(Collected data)
*** Begin section ***
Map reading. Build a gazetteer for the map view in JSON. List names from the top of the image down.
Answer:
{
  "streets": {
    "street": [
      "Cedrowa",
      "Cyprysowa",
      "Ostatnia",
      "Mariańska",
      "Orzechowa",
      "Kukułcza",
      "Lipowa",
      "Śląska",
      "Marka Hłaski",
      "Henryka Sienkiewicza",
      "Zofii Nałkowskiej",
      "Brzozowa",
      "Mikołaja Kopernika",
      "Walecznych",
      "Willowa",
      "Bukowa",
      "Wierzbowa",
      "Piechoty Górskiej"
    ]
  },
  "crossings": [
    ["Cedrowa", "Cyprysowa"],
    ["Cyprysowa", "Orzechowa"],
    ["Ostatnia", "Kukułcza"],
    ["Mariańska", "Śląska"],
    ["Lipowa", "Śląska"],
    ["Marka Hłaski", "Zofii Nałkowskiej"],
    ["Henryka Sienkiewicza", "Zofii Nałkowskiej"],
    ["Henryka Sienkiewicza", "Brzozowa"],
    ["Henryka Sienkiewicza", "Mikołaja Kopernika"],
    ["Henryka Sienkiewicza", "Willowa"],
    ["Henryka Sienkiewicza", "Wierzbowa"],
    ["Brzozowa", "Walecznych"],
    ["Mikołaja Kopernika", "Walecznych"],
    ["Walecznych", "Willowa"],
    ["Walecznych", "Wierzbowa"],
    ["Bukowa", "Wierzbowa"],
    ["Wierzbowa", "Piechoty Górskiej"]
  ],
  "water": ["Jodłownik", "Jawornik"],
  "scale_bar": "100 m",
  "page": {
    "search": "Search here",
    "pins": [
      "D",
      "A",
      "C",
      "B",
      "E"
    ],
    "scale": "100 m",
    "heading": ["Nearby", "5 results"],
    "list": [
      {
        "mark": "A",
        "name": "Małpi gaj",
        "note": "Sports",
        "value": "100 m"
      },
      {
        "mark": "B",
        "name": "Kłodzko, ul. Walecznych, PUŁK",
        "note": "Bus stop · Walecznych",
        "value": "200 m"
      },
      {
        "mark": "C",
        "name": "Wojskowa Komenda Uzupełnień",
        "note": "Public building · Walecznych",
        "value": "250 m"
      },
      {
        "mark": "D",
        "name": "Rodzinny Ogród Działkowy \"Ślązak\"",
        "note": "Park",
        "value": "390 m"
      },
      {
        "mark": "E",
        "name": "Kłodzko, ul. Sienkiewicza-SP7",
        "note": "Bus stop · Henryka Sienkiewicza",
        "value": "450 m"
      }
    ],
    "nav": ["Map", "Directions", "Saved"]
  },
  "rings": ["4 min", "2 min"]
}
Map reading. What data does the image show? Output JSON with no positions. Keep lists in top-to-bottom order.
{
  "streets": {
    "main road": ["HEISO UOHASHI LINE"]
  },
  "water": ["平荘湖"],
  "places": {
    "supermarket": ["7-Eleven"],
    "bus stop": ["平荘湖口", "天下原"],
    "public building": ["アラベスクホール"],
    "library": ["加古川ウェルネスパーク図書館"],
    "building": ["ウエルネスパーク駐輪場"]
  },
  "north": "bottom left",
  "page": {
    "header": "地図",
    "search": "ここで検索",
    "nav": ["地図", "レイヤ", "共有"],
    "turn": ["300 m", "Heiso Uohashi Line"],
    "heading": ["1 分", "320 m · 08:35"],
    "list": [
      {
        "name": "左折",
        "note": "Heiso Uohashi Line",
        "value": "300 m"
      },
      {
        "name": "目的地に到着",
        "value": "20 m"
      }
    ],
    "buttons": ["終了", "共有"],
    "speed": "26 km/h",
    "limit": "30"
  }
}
*** End section ***
§ **What you are asked to do**
Each record, exactly as written, is to be printed again.

§ **Finished exercise**
Map reading. Build a gazetteer for the map view in JSON. List names from the top of the image down.
Answer:
{
  "streets": {
    "street": [
      "Cedrowa",
      "Cyprysowa",
      "Ostatnia",
      "Mariańska",
      "Orzechowa",
      "Kukułcza",
      "Lipowa",
      "Śląska",
      "Marka Hłaski",
      "Henryka Sienkiewicza",
      "Zofii Nałkowskiej",
      "Brzozowa",
      "Mikołaja Kopernika",
      "Walecznych",
      "Willowa",
      "Bukowa",
      "Wierzbowa",
      "Piechoty Górskiej"
    ]
  },
  "crossings": [
    ["Cedrowa", "Cyprysowa"],
    ["Cyprysowa", "Orzechowa"],
    ["Ostatnia", "Kukułcza"],
    ["Mariańska", "Śląska"],
    ["Lipowa", "Śląska"],
    ["Marka Hłaski", "Zofii Nałkowskiej"],
    ["Henryka Sienkiewicza", "Zofii Nałkowskiej"],
    ["Henryka Sienkiewicza", "Brzozowa"],
    ["Henryka Sienkiewicza", "Mikołaja Kopernika"],
    ["Henryka Sienkiewicza", "Willowa"],
    ["Henryka Sienkiewicza", "Wierzbowa"],
    ["Brzozowa", "Walecznych"],
    ["Mikołaja Kopernika", "Walecznych"],
    ["Walecznych", "Willowa"],
    ["Walecznych", "Wierzbowa"],
    ["Bukowa", "Wierzbowa"],
    ["Wierzbowa", "Piechoty Górskiej"]
  ],
  "water": ["Jodłownik", "Jawornik"],
  "scale_bar": "100 m",
  "page": {
    "search": "Search here",
    "pins": [
      "D",
      "A",
      "C",
      "B",
      "E"
    ],
    "scale": "100 m",
    "heading": ["Nearby", "5 results"],
    "list": [
      {
        "mark": "A",
        "name": "Małpi gaj",
        "note": "Sports",
        "value": "100 m"
      },
      {
        "mark": "B",
        "name": "Kłodzko, ul. Walecznych, PUŁK",
        "note": "Bus stop · Walecznych",
        "value": "200 m"
      },
      {
        "mark": "C",
        "name": "Wojskowa Komenda Uzupełnień",
        "note": "Public building · Walecznych",
        "value": "250 m"
      },
      {
        "mark": "D",
        "name": "Rodzinny Ogród Działkowy \"Ślązak\"",
        "note": "Park",
        "value": "390 m"
      },
      {
        "mark": "E",
        "name": "Kłodzko, ul. Sienkiewicza-SP7",
        "note": "Bus stop · Henryka Sienkiewicza",
        "value": "450 m"
      }
    ],
    "nav": ["Map", "Directions", "Saved"]
  },
  "rings": ["4 min", "2 min"]
}
Map reading. What data does the image show? Output JSON with no positions. Keep lists in top-to-bottom order.
{
  "streets": {
    "main road": ["HEISO UOHASHI LINE"]
  },
  "water": ["平荘湖"],
  "places": {
    "supermarket": ["7-Eleven"],
    "bus stop": ["平荘湖口", "天下原"],
    "public building": ["アラベスクホール"],
    "library": ["加古川ウェルネスパーク図書館"],
    "building": ["ウエルネスパーク駐輪場"]
  },
  "north": "bottom left",
  "page": {
    "header": "地図",
    "search": "ここで検索",
    "nav": ["地図", "レイヤ", "共有"],
    "turn": ["300 m", "Heiso Uohashi Line"],
    "heading": ["1 分", "320 m · 08:35"],
    "list": [
      {
        "name": "左折",
        "note": "Heiso Uohashi Line",
        "value": "300 m"
      },
      {
        "name": "目的地に到着",
        "value": "20 m"
      }
    ],
    "buttons": ["終了", "共有"],
    "speed": "26 km/h",
    "limit": "30"
  }
}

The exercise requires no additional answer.